Results from a recent paper suggested that low back pain is related to the combination of depressive disorders, anxiety disorder, emotional disturbance, and somatization symptoms.
ED physical therapy should be considered for those with chronic LBP and those older than 55 years given that it showed moderate effect size for the short-term effect of treatment. A further review of the data regarding the effect of other modalities, such as medications, for those with chronic LBP is desirable.
Low back pain is the most common musculoskeletal illness, more common than arthritis and other musculoskeletal disorders. The lifetime prevalence of low back pain is high with over 33% of the population affected.
Recent findings of this study confirm that treatment based on the patient's needs is most effective. However, in some instances, treatment based on symptom reports to the physicians and therapists is a viable alternative.
A majority of patients with low back pain can be managed conservatively during an initial episode for up to 6 weeks. The optimal course of management for chronic low back pain is still not clear. However, most patients can be managed appropriately and may not need long-term opioid or nonsteroidal anti-inflammatory drug (NSAID) treatment.
Low [back pain](https://www.withpower.com/clinical-trials/back-pain) is due to physical factors such as tightness of muscles and ligaments. Painful behavior is related to anxiety and depression, both psychological factors, as well as physical factors such as spinal disc herniation and degenerative disc disease.
The majority of [back pain](https://www.withpower.com/clinical-trials/back-pain) cases may not be symptomatic at the time of presentation. A history of low back trauma is considered a risk factor for back pain. In addition to this, there are many subtle signs of back pain. The key clinico-radiological features of back pain such as low back pain, leg pain and the disc(c)herange are not readily identifiable on radiographs. The term 'back pain' may be misleading in clinical practice. For this reason, back pain should be referred to as 'low back pain', 'lumbar pain' or 'lower back pain' in clinical practice.

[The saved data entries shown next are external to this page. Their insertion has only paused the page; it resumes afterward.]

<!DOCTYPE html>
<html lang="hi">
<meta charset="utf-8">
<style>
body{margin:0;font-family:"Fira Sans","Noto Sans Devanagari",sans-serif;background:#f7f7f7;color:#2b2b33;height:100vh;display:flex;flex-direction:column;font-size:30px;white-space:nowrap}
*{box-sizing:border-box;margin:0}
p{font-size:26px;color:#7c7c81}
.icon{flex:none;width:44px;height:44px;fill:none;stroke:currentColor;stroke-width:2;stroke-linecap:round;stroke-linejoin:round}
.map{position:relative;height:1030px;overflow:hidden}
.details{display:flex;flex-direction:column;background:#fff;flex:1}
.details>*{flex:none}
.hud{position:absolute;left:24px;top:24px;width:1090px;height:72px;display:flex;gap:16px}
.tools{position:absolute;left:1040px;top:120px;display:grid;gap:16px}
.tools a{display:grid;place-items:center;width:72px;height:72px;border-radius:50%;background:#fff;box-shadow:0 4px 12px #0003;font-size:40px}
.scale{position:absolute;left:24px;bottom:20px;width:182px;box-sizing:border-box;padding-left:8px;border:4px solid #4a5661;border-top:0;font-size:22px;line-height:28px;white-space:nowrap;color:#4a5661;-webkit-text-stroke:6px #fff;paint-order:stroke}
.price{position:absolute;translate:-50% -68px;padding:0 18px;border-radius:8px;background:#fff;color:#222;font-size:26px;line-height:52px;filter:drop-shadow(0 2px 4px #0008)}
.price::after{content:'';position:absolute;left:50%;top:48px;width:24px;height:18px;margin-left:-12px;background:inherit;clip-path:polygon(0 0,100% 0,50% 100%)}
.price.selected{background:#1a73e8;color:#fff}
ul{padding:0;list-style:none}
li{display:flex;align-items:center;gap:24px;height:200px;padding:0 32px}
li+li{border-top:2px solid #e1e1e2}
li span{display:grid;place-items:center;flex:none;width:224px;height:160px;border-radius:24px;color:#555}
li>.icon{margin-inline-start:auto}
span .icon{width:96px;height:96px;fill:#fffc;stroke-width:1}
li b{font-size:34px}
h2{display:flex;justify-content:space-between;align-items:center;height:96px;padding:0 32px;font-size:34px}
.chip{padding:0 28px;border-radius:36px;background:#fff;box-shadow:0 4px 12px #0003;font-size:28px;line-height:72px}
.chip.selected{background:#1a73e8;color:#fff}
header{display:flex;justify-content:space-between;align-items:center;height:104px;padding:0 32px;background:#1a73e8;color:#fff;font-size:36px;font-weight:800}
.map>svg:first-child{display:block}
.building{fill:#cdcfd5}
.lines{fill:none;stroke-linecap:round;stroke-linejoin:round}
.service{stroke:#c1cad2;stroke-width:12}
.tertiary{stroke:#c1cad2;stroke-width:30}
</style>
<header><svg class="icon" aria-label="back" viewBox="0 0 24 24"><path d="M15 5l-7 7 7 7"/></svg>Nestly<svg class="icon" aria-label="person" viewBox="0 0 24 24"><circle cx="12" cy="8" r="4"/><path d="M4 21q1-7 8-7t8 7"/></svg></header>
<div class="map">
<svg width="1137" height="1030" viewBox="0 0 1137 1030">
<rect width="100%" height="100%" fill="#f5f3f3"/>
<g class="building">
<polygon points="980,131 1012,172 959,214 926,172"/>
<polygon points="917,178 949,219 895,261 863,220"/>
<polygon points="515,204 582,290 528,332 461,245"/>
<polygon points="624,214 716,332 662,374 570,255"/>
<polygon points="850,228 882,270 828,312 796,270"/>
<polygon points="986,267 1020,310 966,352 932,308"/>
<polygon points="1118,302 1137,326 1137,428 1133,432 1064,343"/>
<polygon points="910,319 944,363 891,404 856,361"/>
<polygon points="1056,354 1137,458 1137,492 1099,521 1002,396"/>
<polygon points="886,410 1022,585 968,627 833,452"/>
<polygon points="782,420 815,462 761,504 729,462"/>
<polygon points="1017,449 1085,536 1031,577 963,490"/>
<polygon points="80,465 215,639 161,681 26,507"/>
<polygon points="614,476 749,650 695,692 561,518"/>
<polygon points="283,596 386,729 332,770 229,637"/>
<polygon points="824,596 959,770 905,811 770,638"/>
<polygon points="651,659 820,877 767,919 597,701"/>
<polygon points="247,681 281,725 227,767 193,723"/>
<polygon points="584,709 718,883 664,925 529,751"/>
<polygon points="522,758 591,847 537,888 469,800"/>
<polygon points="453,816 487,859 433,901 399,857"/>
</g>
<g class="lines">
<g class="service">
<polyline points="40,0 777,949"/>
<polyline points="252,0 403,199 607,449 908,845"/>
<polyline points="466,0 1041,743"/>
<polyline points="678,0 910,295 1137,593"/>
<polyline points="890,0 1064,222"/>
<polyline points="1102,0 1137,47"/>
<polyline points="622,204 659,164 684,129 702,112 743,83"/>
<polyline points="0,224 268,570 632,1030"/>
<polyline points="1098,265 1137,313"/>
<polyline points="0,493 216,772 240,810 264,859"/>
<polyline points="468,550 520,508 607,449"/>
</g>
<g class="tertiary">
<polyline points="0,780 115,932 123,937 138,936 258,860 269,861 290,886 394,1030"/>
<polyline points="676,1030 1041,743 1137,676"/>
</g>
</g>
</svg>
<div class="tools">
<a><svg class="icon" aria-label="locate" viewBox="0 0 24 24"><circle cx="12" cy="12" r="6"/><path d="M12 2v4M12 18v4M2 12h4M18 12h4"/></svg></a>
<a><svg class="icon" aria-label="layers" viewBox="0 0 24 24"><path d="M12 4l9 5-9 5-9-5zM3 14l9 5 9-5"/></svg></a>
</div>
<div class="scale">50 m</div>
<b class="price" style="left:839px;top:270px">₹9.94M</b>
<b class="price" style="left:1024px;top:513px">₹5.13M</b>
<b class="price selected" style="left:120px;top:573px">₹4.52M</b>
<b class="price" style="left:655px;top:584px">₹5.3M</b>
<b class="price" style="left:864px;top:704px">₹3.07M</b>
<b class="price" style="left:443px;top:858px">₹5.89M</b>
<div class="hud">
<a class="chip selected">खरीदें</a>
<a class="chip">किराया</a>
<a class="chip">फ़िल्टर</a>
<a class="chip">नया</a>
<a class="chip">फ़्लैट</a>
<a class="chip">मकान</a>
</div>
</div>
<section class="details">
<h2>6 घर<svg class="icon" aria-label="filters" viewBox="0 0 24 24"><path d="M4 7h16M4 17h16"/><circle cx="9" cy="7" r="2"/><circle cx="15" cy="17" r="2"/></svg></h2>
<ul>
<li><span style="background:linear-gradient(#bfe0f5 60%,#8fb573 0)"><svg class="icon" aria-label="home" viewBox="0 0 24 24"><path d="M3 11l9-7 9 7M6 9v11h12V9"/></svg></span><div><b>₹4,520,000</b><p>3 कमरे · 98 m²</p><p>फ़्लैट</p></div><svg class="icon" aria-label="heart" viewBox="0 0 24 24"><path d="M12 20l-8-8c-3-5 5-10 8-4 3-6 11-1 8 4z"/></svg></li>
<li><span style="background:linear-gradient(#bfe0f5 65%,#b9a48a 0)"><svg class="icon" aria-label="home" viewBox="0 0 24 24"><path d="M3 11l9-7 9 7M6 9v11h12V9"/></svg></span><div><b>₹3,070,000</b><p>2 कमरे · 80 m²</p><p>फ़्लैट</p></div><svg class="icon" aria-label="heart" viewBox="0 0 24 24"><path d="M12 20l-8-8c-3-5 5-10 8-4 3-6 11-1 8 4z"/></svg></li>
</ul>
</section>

The evidence from the existing research for therapies for low back pain is limited. The use of spinal manipulative techniques in chronic low back pain may be effective. Randomized controlled trials are urgently needed to test some of the therapeutic approaches. Findings from a recent study of such studies will probably be available at the end of 2001, if the current trial in New Zealand with high risk patients for low back pain is successful.
It appears reasonable to offer a trial for patients with low [back pain](https://www.withpower.com/clinical-trials/back-pain) to reduce pain and improve physical function and quality of life. For patients, to be considered for such a trial, the following are optimal entry criteria: a history of low back pain for less than 6 months, age less than 55 yr, and current disability. Clinicians should be concerned with patients with more severe pain or those who are younger, who are female, or who have a history of cancer, and who would be more likely to report adverse events. This article presents a proposal for these entry criteria.
The familial risk of lumbar disc herniation in women with LBP was moderate. This is reassuring as a risk for herniated lumbar disc was expected to be greater than that of the normal population.
There was a positive change in pain and patient perceived work ability across all timepoints except at 6-month. Patient-rated functional disability and work ability were positively effected by two weekly group exercises, exercise therapy sessions and home exercise programme. Pain measurement was not a measure of the quality of exercises or treatment. This research suggests therapists should adopt an exercise framework, whilst ensuring the client incorporates active movement, stretching and functional actions as a key element of the programme.
Data from a recent study, physical therapy interventions were not used in combination with any other treatments for pain or function. Physical therapy is one of two treatments used to provide multimodal rehabilitation, but it is not used often in multimodality treatment.